Over a decade I uncovered all the stories I’d told that I’d enhanced to shed me in a beautiful, badass light – like when I told people that in high school I kicked the asses of these two guys who spit on my friend’s sister because she was different, awkward, not outwardly attractive – factually, there WERE two guys, and they DID spit on my friend’s sister, but I did nothing, and I suppose I wish I had, so I told the story differently. So many little lies like that, so many tweaks, that I had to correct within myself, share with those who understood, so I wouldn’t have to carry that crap around anymore. I still run scenarios in my head about what I could have said to sound brave or courageous or cool, and sometimes when I tell people the first part of a story, the true part, I also tell them how I wish I’d responded, followed by, “but that was just what I thought. I didn’t actually say it.”

I’ve learned how to say what I need to say, to stand up for myself and others, without being mean or shaming or demeaning to others. I live a non-fiction life now. It not nearly as exciting sounding, but it is real.
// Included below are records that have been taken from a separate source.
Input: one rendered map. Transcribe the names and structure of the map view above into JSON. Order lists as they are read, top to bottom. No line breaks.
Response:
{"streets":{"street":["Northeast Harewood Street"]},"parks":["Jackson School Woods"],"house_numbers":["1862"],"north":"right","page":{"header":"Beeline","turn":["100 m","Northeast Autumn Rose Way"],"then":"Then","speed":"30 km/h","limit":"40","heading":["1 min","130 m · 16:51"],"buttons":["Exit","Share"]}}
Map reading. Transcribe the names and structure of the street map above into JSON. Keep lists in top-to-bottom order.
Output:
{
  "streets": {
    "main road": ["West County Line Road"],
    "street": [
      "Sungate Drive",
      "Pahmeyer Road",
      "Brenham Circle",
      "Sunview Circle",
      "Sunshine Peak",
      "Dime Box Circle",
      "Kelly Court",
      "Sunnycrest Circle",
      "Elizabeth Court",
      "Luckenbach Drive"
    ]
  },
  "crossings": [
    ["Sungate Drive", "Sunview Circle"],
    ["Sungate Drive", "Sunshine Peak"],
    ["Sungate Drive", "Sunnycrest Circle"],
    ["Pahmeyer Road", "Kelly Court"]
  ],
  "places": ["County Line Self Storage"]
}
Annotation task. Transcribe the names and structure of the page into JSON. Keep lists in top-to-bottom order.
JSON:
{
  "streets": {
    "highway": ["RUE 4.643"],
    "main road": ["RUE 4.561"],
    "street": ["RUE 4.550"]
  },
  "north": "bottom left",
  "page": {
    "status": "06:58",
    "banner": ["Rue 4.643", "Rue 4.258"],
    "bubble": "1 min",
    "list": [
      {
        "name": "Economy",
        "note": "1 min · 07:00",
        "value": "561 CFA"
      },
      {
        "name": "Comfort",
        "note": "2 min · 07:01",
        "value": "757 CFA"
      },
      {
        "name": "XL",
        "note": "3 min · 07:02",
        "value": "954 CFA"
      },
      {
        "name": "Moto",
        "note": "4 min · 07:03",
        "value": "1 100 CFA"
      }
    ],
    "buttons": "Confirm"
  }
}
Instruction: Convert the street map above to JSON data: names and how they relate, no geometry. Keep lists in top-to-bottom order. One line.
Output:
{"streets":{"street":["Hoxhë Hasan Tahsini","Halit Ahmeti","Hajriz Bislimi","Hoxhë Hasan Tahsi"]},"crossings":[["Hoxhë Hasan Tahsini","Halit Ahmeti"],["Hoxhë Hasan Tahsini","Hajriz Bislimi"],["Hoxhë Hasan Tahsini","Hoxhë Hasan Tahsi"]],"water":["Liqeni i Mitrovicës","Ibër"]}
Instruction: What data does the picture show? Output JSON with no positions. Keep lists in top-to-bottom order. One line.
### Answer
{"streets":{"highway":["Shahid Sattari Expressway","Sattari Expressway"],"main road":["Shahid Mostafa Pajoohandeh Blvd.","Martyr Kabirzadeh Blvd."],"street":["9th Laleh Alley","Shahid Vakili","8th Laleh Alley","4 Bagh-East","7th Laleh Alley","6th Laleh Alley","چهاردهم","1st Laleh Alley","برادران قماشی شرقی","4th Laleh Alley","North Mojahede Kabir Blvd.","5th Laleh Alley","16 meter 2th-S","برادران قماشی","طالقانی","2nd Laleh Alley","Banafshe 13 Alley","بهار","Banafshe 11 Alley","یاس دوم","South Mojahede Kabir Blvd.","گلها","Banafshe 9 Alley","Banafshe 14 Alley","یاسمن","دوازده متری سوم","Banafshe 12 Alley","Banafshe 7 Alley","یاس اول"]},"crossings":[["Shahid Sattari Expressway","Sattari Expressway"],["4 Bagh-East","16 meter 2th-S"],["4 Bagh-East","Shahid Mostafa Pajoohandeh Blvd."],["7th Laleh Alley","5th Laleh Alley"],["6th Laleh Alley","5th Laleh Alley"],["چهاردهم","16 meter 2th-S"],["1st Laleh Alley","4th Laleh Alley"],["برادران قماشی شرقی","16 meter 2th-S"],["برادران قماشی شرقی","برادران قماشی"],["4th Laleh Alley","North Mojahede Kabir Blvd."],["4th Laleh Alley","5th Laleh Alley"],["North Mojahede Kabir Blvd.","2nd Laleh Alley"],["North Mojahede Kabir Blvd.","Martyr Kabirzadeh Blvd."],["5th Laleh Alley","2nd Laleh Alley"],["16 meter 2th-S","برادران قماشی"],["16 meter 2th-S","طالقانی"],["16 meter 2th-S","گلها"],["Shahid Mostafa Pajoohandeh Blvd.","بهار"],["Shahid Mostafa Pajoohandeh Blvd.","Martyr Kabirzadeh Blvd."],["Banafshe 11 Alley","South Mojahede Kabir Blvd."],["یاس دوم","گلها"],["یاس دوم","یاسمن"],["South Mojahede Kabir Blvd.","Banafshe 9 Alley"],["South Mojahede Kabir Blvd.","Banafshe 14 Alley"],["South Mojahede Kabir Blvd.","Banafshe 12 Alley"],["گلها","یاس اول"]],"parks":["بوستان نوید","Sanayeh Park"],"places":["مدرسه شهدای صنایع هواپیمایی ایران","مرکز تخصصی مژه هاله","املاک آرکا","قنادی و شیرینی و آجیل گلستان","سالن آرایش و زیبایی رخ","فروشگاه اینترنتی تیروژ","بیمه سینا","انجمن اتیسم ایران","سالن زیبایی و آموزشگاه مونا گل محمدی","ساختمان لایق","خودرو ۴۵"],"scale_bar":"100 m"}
When you talk to me today, you’re gonna get ME. You can take it or leave it, and I hope you’ll realize I’m a work in constant, never-ending progress. And if I do slip and tell a tale, I will correct it most likely before I even finish telling it.

That’s about it for today.

Oh, before I go: Last week SIX people “liked” my post “Depression, Grief and Holidays” which is more than the week before so I want to acknowledge them here: Storyshucker, Inner Peace, Object Relations, Tiny Hearts, Coach Esther, and Dirty Sci-Fi Buddha. Check them out and share the love!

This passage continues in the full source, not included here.